This past weekend, I attended the ISBA Solo & Small Firm Conference in Fort Wayne, Indiana (see related post at Legal Professions blog). I was asked to moderate the panel on the "Future of the Solo & Small Firm Practice." To prepare, I pulled together some interesting trend data.
Drawing upon the insights of Marc Galanter's seminal article, "The Vanishing Trial: An Examination of Trials and Related Matters in Federal and State Courts," 1 J. Empirical Leg. Studies 459 (2004), I obtained comparable data for Indiana. Here is what I found, with annotations and comments under each slide:
Since the mid-1970s, the percentage of civil matters resolved through a bench trial has dwindled by a factor of five.
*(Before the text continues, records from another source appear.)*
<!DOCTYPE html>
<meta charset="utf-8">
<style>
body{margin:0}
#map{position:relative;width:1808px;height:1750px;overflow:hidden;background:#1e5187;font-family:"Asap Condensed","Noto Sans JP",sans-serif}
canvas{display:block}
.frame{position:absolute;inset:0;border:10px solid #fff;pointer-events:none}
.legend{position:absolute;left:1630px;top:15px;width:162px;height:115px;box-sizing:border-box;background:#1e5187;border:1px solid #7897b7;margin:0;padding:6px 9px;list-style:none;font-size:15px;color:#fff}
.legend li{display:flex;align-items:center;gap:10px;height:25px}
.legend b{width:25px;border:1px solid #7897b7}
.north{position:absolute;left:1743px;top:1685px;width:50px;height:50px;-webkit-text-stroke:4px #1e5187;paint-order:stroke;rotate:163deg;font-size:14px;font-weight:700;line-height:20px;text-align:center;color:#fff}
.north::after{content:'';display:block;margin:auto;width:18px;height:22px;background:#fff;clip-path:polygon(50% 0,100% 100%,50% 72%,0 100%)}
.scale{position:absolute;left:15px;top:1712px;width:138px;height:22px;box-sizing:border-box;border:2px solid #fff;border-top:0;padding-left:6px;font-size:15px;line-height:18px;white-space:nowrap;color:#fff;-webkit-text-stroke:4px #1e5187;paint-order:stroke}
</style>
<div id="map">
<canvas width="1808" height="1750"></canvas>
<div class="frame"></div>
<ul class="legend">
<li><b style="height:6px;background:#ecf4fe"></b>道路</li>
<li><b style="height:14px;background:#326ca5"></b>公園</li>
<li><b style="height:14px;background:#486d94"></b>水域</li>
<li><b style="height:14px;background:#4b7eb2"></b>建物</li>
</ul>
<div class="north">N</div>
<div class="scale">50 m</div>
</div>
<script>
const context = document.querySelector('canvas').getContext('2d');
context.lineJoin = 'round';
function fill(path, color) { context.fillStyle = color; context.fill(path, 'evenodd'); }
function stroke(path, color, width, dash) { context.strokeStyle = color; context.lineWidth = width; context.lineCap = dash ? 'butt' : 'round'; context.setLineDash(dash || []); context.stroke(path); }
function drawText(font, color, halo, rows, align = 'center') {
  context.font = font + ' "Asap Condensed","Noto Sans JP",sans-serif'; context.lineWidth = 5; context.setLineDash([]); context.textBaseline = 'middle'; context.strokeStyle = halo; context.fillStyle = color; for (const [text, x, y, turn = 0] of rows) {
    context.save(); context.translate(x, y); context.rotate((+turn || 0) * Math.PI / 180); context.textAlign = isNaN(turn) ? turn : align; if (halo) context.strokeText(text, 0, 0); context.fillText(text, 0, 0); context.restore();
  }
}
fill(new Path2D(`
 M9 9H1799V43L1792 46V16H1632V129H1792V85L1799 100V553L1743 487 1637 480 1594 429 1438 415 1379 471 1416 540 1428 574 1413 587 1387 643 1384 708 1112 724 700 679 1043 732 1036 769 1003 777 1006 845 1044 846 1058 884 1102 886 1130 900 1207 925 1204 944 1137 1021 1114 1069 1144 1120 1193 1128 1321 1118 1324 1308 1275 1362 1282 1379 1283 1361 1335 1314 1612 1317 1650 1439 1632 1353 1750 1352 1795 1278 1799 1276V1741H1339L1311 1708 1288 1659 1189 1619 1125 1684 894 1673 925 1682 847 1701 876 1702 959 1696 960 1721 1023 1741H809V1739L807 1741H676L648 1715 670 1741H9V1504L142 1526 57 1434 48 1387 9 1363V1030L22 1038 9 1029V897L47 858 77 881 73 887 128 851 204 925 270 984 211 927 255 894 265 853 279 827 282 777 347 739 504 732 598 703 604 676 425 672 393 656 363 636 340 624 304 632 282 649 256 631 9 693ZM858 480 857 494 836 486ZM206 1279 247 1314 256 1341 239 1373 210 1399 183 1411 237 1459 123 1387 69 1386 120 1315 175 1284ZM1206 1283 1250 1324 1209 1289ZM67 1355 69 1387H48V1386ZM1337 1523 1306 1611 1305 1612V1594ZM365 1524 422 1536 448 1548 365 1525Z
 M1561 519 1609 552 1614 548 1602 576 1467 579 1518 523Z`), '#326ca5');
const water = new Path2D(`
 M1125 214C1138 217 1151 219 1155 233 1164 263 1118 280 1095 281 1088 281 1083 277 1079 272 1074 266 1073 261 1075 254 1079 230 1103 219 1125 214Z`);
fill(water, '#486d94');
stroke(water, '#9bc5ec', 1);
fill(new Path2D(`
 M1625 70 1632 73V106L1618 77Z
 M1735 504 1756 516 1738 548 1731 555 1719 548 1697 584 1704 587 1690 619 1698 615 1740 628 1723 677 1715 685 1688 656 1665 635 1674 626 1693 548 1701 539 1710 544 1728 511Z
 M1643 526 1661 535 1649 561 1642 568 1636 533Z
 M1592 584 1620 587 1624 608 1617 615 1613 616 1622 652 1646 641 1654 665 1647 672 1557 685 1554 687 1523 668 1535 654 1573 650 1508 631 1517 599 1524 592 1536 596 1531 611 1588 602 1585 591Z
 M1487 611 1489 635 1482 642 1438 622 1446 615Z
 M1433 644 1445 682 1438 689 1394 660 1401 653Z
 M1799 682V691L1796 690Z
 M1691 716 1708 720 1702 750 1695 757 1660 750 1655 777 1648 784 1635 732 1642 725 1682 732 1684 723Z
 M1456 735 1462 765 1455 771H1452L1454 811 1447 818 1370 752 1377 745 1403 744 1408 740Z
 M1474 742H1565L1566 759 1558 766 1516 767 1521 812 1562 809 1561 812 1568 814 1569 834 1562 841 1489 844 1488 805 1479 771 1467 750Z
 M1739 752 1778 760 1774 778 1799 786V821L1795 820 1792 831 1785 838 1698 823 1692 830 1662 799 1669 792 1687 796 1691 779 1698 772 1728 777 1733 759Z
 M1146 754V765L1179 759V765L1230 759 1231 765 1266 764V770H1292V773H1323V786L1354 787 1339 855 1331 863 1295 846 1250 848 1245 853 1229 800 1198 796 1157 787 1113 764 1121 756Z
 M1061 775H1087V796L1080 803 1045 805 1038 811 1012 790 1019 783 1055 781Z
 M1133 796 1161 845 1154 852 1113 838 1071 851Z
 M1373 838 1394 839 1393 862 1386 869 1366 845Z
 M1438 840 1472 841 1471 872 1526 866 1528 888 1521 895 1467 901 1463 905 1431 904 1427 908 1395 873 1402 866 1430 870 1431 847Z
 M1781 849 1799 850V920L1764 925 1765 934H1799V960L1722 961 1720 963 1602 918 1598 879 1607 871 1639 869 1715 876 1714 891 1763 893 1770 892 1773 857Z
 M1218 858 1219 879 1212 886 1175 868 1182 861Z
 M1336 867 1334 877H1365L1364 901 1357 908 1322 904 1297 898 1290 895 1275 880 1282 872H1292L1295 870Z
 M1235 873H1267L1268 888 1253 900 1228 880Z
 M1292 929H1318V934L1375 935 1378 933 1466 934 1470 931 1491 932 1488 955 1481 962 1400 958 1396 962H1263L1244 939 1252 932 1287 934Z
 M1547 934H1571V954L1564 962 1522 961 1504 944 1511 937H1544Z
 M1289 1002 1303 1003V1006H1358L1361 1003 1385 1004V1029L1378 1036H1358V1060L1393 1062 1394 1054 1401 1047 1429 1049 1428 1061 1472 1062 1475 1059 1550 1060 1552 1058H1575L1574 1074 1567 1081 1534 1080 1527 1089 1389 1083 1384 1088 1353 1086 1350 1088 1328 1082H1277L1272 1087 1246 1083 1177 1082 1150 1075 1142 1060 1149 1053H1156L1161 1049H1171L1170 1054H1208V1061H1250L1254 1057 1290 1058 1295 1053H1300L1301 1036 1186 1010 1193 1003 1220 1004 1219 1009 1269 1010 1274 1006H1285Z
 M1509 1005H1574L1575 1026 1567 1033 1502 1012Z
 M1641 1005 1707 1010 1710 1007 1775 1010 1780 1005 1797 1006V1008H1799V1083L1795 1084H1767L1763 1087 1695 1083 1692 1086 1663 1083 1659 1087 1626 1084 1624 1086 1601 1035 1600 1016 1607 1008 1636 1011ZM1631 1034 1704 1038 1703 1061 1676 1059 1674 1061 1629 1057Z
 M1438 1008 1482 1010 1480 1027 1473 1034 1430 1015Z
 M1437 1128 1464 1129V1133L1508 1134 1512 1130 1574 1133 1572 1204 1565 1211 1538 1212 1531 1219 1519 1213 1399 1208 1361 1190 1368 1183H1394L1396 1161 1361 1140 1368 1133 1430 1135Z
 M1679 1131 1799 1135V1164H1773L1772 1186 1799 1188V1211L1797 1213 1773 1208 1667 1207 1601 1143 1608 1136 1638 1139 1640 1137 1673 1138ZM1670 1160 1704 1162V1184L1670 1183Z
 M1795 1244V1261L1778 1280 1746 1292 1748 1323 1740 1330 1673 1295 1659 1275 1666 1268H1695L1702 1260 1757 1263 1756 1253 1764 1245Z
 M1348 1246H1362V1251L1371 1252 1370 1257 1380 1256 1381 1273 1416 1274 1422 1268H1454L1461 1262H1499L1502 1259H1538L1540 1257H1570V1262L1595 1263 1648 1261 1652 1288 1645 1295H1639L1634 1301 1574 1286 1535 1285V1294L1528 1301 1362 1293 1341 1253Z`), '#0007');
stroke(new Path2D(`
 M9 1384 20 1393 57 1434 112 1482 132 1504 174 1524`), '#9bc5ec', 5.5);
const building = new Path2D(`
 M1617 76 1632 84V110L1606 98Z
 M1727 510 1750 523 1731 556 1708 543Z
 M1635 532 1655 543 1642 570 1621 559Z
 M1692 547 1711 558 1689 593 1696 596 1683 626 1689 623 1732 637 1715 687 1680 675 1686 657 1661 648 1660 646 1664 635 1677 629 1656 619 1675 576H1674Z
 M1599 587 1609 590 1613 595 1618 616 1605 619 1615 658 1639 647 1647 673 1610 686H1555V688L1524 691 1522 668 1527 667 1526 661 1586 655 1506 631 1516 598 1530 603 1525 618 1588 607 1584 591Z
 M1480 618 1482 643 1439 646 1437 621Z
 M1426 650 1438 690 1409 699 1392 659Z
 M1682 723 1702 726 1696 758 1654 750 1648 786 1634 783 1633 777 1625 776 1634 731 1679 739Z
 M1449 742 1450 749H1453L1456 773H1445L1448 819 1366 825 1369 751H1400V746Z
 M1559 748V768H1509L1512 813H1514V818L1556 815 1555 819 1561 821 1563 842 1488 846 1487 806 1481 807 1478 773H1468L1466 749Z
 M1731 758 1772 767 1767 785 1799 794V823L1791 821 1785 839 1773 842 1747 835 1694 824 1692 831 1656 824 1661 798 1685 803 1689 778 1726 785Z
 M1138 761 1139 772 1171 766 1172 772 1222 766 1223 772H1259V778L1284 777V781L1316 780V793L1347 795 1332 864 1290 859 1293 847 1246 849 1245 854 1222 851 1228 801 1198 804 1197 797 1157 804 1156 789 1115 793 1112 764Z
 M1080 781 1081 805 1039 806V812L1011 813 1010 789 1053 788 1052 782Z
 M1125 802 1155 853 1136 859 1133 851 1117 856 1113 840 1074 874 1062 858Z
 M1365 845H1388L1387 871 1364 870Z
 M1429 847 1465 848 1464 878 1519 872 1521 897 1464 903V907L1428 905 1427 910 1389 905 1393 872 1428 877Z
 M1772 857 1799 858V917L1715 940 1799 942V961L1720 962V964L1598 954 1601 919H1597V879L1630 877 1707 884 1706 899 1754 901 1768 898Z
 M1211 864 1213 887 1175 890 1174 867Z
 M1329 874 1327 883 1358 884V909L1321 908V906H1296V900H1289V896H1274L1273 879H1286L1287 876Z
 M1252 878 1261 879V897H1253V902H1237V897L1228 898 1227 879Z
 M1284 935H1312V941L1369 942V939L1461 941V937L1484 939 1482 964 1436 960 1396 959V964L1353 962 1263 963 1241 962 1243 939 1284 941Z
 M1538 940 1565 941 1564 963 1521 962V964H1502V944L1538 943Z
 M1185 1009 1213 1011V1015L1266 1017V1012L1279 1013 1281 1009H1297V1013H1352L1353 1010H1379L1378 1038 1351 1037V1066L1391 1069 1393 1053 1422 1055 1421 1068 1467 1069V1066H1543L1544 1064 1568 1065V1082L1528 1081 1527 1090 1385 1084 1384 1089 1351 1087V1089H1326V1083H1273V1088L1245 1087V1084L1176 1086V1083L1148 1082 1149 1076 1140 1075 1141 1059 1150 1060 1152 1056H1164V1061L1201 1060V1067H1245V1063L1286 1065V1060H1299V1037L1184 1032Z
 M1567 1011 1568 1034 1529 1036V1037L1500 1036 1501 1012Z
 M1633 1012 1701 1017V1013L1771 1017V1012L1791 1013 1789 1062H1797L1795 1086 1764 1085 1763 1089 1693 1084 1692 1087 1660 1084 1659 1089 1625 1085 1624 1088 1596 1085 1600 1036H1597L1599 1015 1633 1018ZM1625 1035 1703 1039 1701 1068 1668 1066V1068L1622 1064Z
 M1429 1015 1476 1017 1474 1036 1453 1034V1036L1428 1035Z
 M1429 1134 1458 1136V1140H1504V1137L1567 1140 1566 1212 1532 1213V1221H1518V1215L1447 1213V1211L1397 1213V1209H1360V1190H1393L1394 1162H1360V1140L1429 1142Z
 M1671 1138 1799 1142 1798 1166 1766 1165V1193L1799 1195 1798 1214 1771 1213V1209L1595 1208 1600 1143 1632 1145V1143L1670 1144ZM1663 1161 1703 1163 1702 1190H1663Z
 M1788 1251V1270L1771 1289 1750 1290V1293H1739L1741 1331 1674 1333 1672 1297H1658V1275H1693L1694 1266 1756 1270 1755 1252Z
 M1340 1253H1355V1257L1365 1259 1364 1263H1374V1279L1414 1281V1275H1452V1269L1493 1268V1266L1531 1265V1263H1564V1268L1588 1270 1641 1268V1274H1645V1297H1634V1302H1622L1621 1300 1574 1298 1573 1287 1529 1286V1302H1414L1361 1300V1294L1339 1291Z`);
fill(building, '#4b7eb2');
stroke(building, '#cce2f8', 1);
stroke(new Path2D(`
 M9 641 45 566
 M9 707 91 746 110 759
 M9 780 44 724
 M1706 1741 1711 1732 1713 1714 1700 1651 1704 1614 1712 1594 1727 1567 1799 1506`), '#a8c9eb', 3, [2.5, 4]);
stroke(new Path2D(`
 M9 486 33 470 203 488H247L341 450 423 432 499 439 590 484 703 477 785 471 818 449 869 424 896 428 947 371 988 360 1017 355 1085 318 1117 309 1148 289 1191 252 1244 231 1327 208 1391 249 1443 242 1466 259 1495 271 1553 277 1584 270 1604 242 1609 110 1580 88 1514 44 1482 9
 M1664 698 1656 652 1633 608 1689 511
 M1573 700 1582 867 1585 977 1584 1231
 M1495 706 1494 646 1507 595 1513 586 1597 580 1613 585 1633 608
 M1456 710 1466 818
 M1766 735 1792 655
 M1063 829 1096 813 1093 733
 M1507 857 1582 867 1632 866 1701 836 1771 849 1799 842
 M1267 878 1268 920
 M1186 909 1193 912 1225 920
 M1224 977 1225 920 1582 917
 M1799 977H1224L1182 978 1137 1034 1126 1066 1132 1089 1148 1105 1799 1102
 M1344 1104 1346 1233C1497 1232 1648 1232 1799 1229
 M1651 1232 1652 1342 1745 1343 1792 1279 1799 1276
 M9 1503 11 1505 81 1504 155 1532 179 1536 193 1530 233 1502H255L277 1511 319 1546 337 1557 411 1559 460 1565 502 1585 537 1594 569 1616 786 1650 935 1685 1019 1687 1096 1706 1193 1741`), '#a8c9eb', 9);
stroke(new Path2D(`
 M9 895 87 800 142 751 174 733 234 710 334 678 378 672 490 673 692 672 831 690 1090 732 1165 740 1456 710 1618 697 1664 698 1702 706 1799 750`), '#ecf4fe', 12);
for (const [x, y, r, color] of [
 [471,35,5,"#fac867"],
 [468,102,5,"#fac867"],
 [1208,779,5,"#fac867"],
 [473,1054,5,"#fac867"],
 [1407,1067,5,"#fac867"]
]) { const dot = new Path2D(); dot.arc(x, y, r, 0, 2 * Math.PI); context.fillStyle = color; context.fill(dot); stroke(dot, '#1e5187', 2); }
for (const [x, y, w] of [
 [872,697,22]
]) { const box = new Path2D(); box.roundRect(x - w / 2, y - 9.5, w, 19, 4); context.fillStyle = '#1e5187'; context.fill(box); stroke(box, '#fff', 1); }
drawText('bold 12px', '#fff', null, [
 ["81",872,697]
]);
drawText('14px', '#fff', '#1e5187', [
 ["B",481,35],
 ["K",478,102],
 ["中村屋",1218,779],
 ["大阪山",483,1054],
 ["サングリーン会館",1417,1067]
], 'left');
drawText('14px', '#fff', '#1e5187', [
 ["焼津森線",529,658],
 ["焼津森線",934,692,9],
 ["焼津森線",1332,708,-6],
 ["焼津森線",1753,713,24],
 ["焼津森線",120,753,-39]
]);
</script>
Less than 3 in 1000 civil matters in Indiana state court are resolved through a jury trial. Back in the mid-1970s, 14 in 1000 ended this way. Obviously, this has an impact on the skill set of lawyers and, in turn, their ability to credibly bargain within a shadow of a jury trial.
More over the jump.
The above slide, based on survey data from the ABA Section on Tort Trial and Insurance Practice, suggests that lawyers believe that ADR is often in the best interests of the client, though not in their own financial self-interest.
According to data I collected from ISBA membership last year, solo and small firm lawyers appear to be under the most financial pressure. Note, however, that my recent article with Marc Galanter, entitled the Elastic Tournament, documents the heightened work pressures that now attend large law firm practice. Large firm lawyers are not always better off when non-economic attributes of a job are factored in.
One source of the earnings pressure may be increased competition among small firm lawyers. In 1970, we had approximately 160 lawyers per 100,00o population. As of 2002, the number increased to 360 lawyers per 100,000. These are daunting numbers for a profession that is ostensibly self-regulation. And unlike in years past, constricting competition is no longer an option.
The practitioners on my panel suggested that specialization based on changes in the law, excellent service, embracing technology, and personal integrity remain the cornerstones of a successful law practice. These are very interesting times for a profession that is, by its nature, very resistant to change.